* **EXERCISE INPUT**
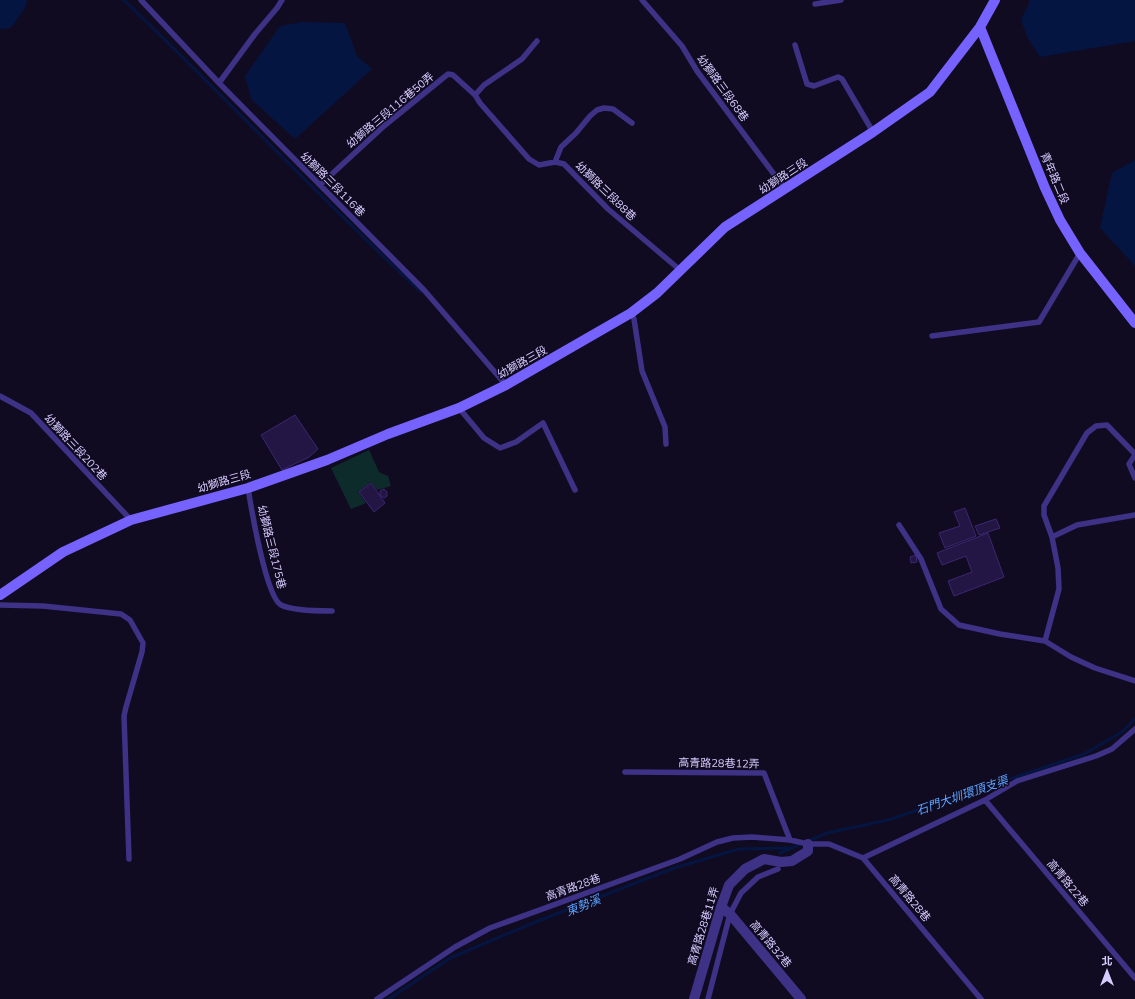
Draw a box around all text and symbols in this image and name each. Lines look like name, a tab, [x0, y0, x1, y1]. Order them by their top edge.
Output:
street label: 幼獅路三段68巷	[694, 52, 752, 124]
street label: 幼獅路三段116巷50弄	[343, 69, 437, 151]
street label: 幼獅路三段116巷	[298, 149, 368, 219]
street label: 青年路二段	[1038, 150, 1072, 206]
street label: 幼獅路三段	[756, 155, 810, 197]
street label: 幼獅路三段88巷	[573, 158, 639, 224]
street label: 幼獅路三段	[495, 343, 549, 381]
street label: 幼獅路三段202巷	[42, 411, 110, 483]
street label: 幼獅路三段	[196, 467, 252, 495]
street label: 幼獅路三段175巷	[255, 504, 289, 590]
street label: 高青路28巷12弄	[678, 755, 760, 771]
water label: 石門大圳環頂支渠	[914, 772, 1012, 818]
street label: 高青路22巷	[1044, 857, 1092, 909]
street label: 高青路28巷	[544, 871, 602, 903]
street label: 高青路28巷	[886, 872, 934, 924]
street label: 高青路28巷11弄	[684, 885, 722, 967]
water label: 東勢溪	[563, 891, 604, 919]
street label: 高青路32巷	[747, 918, 795, 970]
north arrow	[1087, 951, 1127, 991]
text: 北	[1102, 954, 1113, 968]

* **EXERCISE DIRECTIONS**
Without the pictures, return all the entries above exactly as they stand.

* **TASK SOLUTION**
Draw a box around all text and symbols in this image and name each. Lines look like name, a tab, [x0, y0, x1, y1]. Order them by their top edge.
Output:
street label: 幼獅路三段68巷	[694, 52, 752, 124]
street label: 幼獅路三段116巷50弄	[343, 69, 437, 151]
street label: 幼獅路三段116巷	[298, 149, 368, 219]
street label: 青年路二段	[1038, 150, 1072, 206]
street label: 幼獅路三段	[756, 155, 810, 197]
street label: 幼獅路三段88巷	[573, 158, 639, 224]
street label: 幼獅路三段	[495, 343, 549, 381]
street label: 幼獅路三段202巷	[42, 411, 110, 483]
street label: 幼獅路三段	[196, 467, 252, 495]
street label: 幼獅路三段175巷	[255, 504, 289, 590]
street label: 高青路28巷12弄	[678, 755, 760, 771]
water label: 石門大圳環頂支渠	[914, 772, 1012, 818]
street label: 高青路22巷	[1044, 857, 1092, 909]
street label: 高青路28巷	[544, 871, 602, 903]
street label: 高青路28巷	[886, 872, 934, 924]
street label: 高青路28巷11弄	[684, 885, 722, 967]
water label: 東勢溪	[563, 891, 604, 919]
street label: 高青路32巷	[747, 918, 795, 970]
north arrow	[1087, 951, 1127, 991]
text: 北	[1102, 954, 1113, 968]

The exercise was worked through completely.